The written words in Idiot Spanish reinforce what I learn. I need to visualize/stare at words sometimes before they really sink in. Rosetta doesn't give you much stare time. Then again, Rosetta makes learning more digestible than learning chapters of foreign grammar - yuck!
Yesterday we went over different kinds of clothing: el abrigo (overcoat/jacket), los zapatos (shoes), los pantelones (pants), una falda (skirt). I never before realized that a sombrero was the word for all different types of hats - not just the big floppy ones that Mexicans wear during their siestas. Who would know? La ropa (clothing) doesn't show up until page 190 in Idiot Spanish, so really I am way ahead of the game. And although Rosetta goes quickly, you can get off the bus at any time, catch your breath and look over the map before you jump on again.

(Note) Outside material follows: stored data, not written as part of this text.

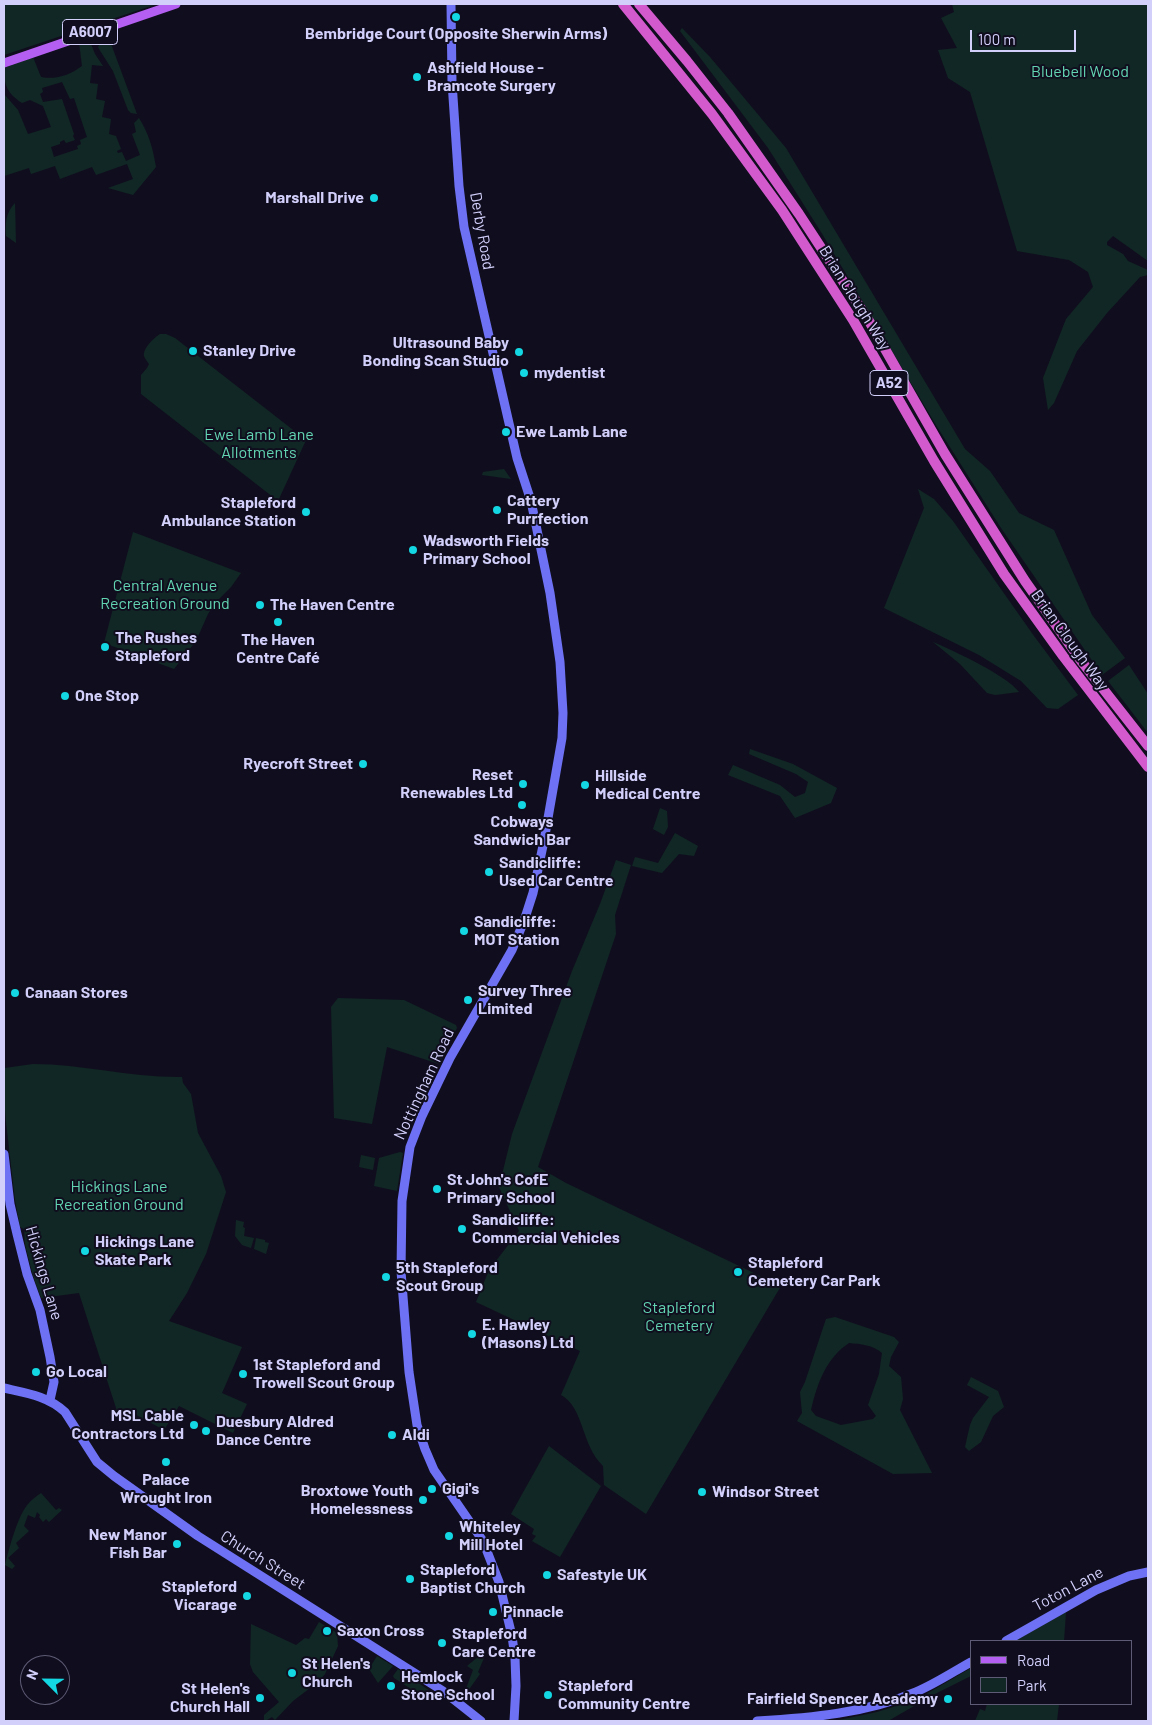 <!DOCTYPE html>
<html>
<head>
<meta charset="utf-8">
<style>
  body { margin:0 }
  #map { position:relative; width:1152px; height:1725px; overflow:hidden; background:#100e1e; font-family:Barlow,sans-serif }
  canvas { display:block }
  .frame { position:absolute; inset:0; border:5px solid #d2cffb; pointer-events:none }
  .legend { position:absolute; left:970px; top:1640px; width:162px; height:65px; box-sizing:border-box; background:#100e1e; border:1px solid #5e5b76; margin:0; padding:6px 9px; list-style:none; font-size:15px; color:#d2cffb }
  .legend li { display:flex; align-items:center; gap:10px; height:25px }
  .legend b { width:25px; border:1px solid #5e5b76 }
  .north { position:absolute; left:20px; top:1655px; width:50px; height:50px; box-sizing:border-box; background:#100e1e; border:1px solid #5e5b76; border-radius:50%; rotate:293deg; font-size:14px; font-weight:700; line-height:20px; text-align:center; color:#d2cffb }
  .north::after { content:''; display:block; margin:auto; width:18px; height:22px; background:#13d7e2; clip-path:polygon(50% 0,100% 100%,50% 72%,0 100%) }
  .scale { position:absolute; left:970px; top:30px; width:106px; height:22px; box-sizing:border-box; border:2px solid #d2cffb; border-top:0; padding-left:6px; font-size:15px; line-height:18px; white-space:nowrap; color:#d2cffb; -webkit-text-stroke:4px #100e1e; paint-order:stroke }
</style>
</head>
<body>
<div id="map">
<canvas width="1152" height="1725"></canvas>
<div class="frame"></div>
<ul class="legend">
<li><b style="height:6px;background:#b45ff1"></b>Road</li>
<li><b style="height:14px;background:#112725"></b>Park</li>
</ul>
<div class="north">N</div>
<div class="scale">100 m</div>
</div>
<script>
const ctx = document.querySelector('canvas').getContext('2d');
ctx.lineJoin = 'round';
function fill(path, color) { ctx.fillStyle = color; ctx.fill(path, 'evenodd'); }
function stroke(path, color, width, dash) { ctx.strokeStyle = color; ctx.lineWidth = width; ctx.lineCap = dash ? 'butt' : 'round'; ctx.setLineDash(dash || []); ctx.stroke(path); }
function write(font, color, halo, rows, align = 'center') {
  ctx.font = font + ' Barlow,sans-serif'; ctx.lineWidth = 4; ctx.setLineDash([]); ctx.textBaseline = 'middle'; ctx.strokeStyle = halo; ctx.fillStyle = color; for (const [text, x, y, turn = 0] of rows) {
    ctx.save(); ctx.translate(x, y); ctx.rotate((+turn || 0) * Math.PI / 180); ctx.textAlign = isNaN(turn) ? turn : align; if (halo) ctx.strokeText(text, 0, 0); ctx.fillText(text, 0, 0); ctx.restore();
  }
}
const green = new Path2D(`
  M4 4H157L4 55Z
  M952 4H1148V261L1113 236 1107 242V245L1123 254 1128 261 1148 270V275L1140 277 1107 313 1077 351 1054 403 1048 410 1043 378 1066 319 1093 287 1088 272 1069 260 1017 251 970 92 948 78 938 50 957 48 941 18 954 12Z
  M682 28 710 57 786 148 965 449 990 471 1019 513 1054 530 1092 615 1125 658 1102 675 1001 528 936 425 821 232 768 148 680 31Z
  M107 33 137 114 131 113 128 110 113 71 99 49 98 47 105 34Z
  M83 40 91 44 95 54 103 66 92 65 90 83 98 84 96 99 105 101 102 117 111 119 109 134 116 136 121 149 117 151 118 153 122 152 126 161 140 155 132 134 136 132 134 123 139 118C149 134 153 149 156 167L133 195 108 188 133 179 127 164 96 175 92 167 60 179 55 166 31 174 29 168 4 176V94L18 110 28 134 51 127 43 106 30 100 22 103C7 93 4 85 4 68L33 57 41 77C56 80 70 75 82 66L79 42ZM62 82 70 99 74 98 87 137 80 140 81 144 77 146 78 149 54 157 51 147 60 144V142L64 140 66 143 75 140 73 136 74 134 62 99 43 102 40 94 43 92 42 88Z
  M15 203 16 243 6 236C5 223 6 212 15 203Z
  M160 334H166L175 338 297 433V439L301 441 306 437 307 438 278 501 141 394V375L147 368 149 364C147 361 145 359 144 356 143 348 154 338 160 334Z
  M504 469 511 479 482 475 483 472Z
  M918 489 934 499 953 521 1034 636 1078 695 1058 709 1047 708 1021 681 979 655 884 608 924 508Z
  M133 532 241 573 231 587 215 603 208 614 196 641 174 669 104 643Z
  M933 642C954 651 1006 675 1019 692L995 695 987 693 960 664Z
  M1129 665 1148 694V733L1108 681Z
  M750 749 793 764 837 788 831 803 795 818 780 796 728 775 733 765 780 785 795 797 805 793 808 782 796 774 749 754Z
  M660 808 667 811 668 827 664 835 653 829Z
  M675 833 698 846 694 856 679 854 662 873 632 866 635 857 658 863Z
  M616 860 631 865 615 915 616 934 538 1167 566 1183 781 1286 646 1514 604 1485 603 1466C581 1445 584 1407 561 1395L580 1351 476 1302 489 1270 519 1231 499 1187 512 1134 572 971 600 904Z
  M338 998 404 1000 456 1025 457 1028 439 1064 387 1047 372 1124 334 1118 331 1007Z
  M33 1064C83 1064 132 1078 182 1077L183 1083 191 1094 198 1133 221 1176 226 1192 206 1254 187 1293 169 1321 242 1347 222 1393 247 1404 233 1433 179 1406 164 1430 127 1410 117 1411 79 1293 41 1298C34 1281 29 1262 25 1244 24 1239 25 1234 24 1229L20 1227 15 1200 6 1122 4 1098 5 1068Z
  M400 1152 403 1153 397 1191 374 1186 379 1158Z
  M361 1155 375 1158 373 1170 359 1167Z
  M236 1220 244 1222 243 1227 245 1228 244 1236 254 1238 251 1248 242 1245 235 1236Z
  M256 1238 265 1240V1242L269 1243 266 1254 254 1249Z
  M835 1317 894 1337 899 1342 891 1357 889 1366 901 1377 903 1399 900 1410 932 1473 893 1474 797 1421 802 1413 800 1392 805 1382 826 1319ZM849 1343C861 1344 873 1345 882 1353L879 1374 868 1405 876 1416 873 1419 841 1425 816 1416 811 1410C817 1384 826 1358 849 1343Z
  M971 1377 998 1391 1004 1407 993 1416 981 1442 969 1451 965 1447 970 1425 973 1418 989 1397 967 1385Z
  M549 1446 601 1486 560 1557 532 1541 536 1536 532 1534 534 1529 511 1514Z
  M41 1493 56 1510 59 1508 62 1510 49 1522 46 1519 43 1522 39 1517 40 1515 37 1512 35 1518 28 1515 24 1526 29 1531 16 1543 19 1548 8 1558 15 1566 12 1569 5 1565C9 1549 18 1514 29 1503 32 1499 37 1496 41 1493Z
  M1066 1612 1064 1641H1015Z
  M319 1622 337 1633 338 1646 325 1674 318 1682 293 1701 275 1720 272 1717 267 1720H264V1715L279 1702 253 1672 250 1664 251 1624 296 1645 305 1638 309 1639Z
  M377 1656 393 1666 378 1683 369 1669Z
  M479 1656 484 1658 478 1672 480 1674 465 1695 464 1694 473 1670 467 1666Z
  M971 1668V1676L935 1694 888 1721H834L877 1712 916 1700Z
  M398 1669 430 1691 425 1698 394 1678 393 1676Z
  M987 1704H1059L1057 1721H975L980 1709 985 1711Z`);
const secondary = new Path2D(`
  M451 4 452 82 459 186 464 227 517 458 531 501 550 593 560 662 563 713 562 738 544 841 533 893 524 921 512 950 450 1058 422 1116 410 1147 402 1201 401 1271 409 1372 417 1425 425 1449 434 1470 483 1541 499 1582 512 1636 515 1658 516 1686 514 1721
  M4 1154 10 1204 17 1234 27 1274 40 1310 50 1357 54 1382 50 1400
  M4 1388C26 1393 48 1396 65 1412L97 1462 114 1476 198 1536 443 1691 481 1721
  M1006 1641 1096 1590 1129 1576 1148 1572
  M757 1721C810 1718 867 1713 916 1692 935 1684 953 1672 971 1662`);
const primary = new Path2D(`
  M4 63 176 4`);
const trunk = new Path2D(`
  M623 4 712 114 782 210 853 320 934 461 1004 574 1063 656 1148 767
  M639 4 687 61 728 113 799 214 869 321 945 454 1025 581 1082 662 1148 746`);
const markers = [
  [456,17,5,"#13d7e2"],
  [417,77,5,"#13d7e2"],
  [374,198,5,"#13d7e2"],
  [193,351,5,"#13d7e2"],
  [519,352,5,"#13d7e2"],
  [524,373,5,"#13d7e2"],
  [506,432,5,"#13d7e2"],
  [497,510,5,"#13d7e2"],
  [306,512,5,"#13d7e2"],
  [413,550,5,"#13d7e2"],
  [260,605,5,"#13d7e2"],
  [278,622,5,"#13d7e2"],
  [105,647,5,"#13d7e2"],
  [65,696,5,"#13d7e2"],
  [363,764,5,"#13d7e2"],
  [523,784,5,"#13d7e2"],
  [585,785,5,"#13d7e2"],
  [522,805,5,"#13d7e2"],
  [489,872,5,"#13d7e2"],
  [464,931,5,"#13d7e2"],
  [15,993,5,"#13d7e2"],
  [468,1000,5,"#13d7e2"],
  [437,1189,5,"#13d7e2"],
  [462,1229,5,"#13d7e2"],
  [85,1251,5,"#13d7e2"],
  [738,1272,5,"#13d7e2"],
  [386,1277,5,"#13d7e2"],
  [472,1334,5,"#13d7e2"],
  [36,1372,5,"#13d7e2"],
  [243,1374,5,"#13d7e2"],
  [194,1425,5,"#13d7e2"],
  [206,1431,5,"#13d7e2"],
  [392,1435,5,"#13d7e2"],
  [166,1462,5,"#13d7e2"],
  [432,1489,5,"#13d7e2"],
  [702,1492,5,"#13d7e2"],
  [423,1500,5,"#13d7e2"],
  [449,1536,5,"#13d7e2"],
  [177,1544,5,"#13d7e2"],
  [547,1575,5,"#13d7e2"],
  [410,1579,5,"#13d7e2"],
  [247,1596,5,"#13d7e2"],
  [493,1612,5,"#13d7e2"],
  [327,1631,5,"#13d7e2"],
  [442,1643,5,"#13d7e2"],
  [292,1673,5,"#13d7e2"],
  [391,1686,5,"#13d7e2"],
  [548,1695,5,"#13d7e2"],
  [260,1698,5,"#13d7e2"],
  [948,1699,5,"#13d7e2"]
];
const shields = [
  [90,32,55],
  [889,383,38]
];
const shieldNames = [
  ["A6007",90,32],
  ["A52",889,383]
];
const poiNames = [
  ["Bembridge Court (Opposite Sherwin Arms)",456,34,"center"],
  ["Ashfield House -",427,68],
  ["Bramcote Surgery",427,86],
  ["Marshall Drive",364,198,"right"],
  ["Ultrasound Baby",509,343,"right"],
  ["Bonding Scan Studio",509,361,"right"],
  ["Stanley Drive",203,351],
  ["mydentist",534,373],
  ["Ewe Lamb Lane",516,432],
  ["Cattery",507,501],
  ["Purrfection",507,519],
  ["Stapleford",296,503,"right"],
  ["Ambulance Station",296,521,"right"],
  ["Wadsworth Fields",423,541],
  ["Primary School",423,559],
  ["The Haven Centre",270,605],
  ["The Rushes",115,638],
  ["Stapleford",115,656],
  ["The Haven",278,640,"center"],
  ["Centre Café",278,658,"center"],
  ["One Stop",75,696],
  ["Ryecroft Street",353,764,"right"],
  ["Reset",513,775,"right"],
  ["Renewables Ltd",513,793,"right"],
  ["Hillside",595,776],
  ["Medical Centre",595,794],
  ["Cobways",522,822,"center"],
  ["Sandwich Bar",522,840,"center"],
  ["Sandicliffe:",499,863],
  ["Used Car Centre",499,881],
  ["Sandicliffe:",474,922],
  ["MOT Station",474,940],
  ["Survey Three",478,991],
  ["Limited",478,1009],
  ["Canaan Stores",25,993],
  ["St John's CofE",447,1180],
  ["Primary School",447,1198],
  ["Sandicliffe:",472,1220],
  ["Commercial Vehicles",472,1238],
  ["Hickings Lane",95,1242],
  ["Skate Park",95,1260],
  ["Stapleford",748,1263],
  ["Cemetery Car Park",748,1281],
  ["5th Stapleford",396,1268],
  ["Scout Group",396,1286],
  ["E. Hawley",482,1325],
  ["(Masons) Ltd",482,1343],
  ["1st Stapleford and",253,1365],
  ["Trowell Scout Group",253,1383],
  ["Go Local",46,1372],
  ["MSL Cable",184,1416,"right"],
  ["Contractors Ltd",184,1434,"right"],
  ["Duesbury Aldred",216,1422],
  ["Dance Centre",216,1440],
  ["Aldi",402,1435],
  ["Palace",166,1480,"center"],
  ["Wrought Iron",166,1498,"center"],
  ["Gigi's",442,1489],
  ["Broxtowe Youth",413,1491,"right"],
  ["Homelessness",413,1509,"right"],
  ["Windsor Street",712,1492],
  ["Whiteley",459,1527],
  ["Mill Hotel",459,1545],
  ["New Manor",167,1535,"right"],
  ["Fish Bar",167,1553,"right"],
  ["Stapleford",420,1570],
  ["Baptist Church",420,1588],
  ["Safestyle UK",557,1575],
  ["Stapleford",237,1587,"right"],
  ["Vicarage",237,1605,"right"],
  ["Pinnacle",503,1612],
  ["Saxon Cross",337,1631],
  ["Stapleford",452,1634],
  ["Care Centre",452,1652],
  ["St Helen's",302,1664],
  ["Church",302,1682],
  ["Hemlock",401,1677],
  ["Stone School",401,1695],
  ["Stapleford",558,1686],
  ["Community Centre",558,1704],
  ["St Helen's",250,1689,"right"],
  ["Church Hall",250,1707,"right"],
  ["Fairfield Spencer Academy",938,1699,"right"]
];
const parkNames = [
  ["Bluebell Wood",1080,72],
  ["Ewe Lamb Lane",259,435],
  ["Allotments",259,453],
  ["Central Avenue",165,586],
  ["Recreation Ground",165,604],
  ["Hickings Lane",119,1187],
  ["Recreation Ground",119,1205],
  ["Stapleford",679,1308],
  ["Cemetery",679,1326]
];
const streetNames = [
  ["Derby Road",482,231,80],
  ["Brian Clough Way",855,298,58],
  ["Brian Clough Way",1070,640,54],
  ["Nottingham Road",424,1084,-65],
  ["Hickings Lane",44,1273,74],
  ["Church Street",263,1560,32],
  ["Toton Lane",1068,1589,-28]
];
fill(green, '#112725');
stroke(secondary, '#6e71f3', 9);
stroke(primary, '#b45ff1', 9);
stroke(trunk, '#d25acc', 10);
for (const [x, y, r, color] of markers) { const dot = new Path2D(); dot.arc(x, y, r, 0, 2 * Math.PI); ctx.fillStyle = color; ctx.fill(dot); stroke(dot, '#100e1e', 2); }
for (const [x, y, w] of shields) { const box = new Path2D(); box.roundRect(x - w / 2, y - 12.5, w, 25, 4); ctx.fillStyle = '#100e1e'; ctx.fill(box); stroke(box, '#d2cffb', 1); }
write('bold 15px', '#d2cffb', null, shieldNames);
write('bold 16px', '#d2cffb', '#100e1e', poiNames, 'left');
write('16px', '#62d4b2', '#100e1e', parkNames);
write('16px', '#d2cffb', '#100e1e', streetNames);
</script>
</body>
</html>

The dancing practices for the Our Lady of Guadalupe Feast Day start next week. My friend Ann says there will be 16 dances to learn, and we're the only two gringos among a group of seasoned Hispanic dancers! OMG! What have I gotten myself into? It's beginning to turn into one of those I Love Lucy episodes where Lucy and Ethel find themselves performing in disguise in order to meet a famous movie star, like William Holden or Cary Grant. I'm convinced something good will come of this; but there's just no telling what capers we'll get ourselves into along the way.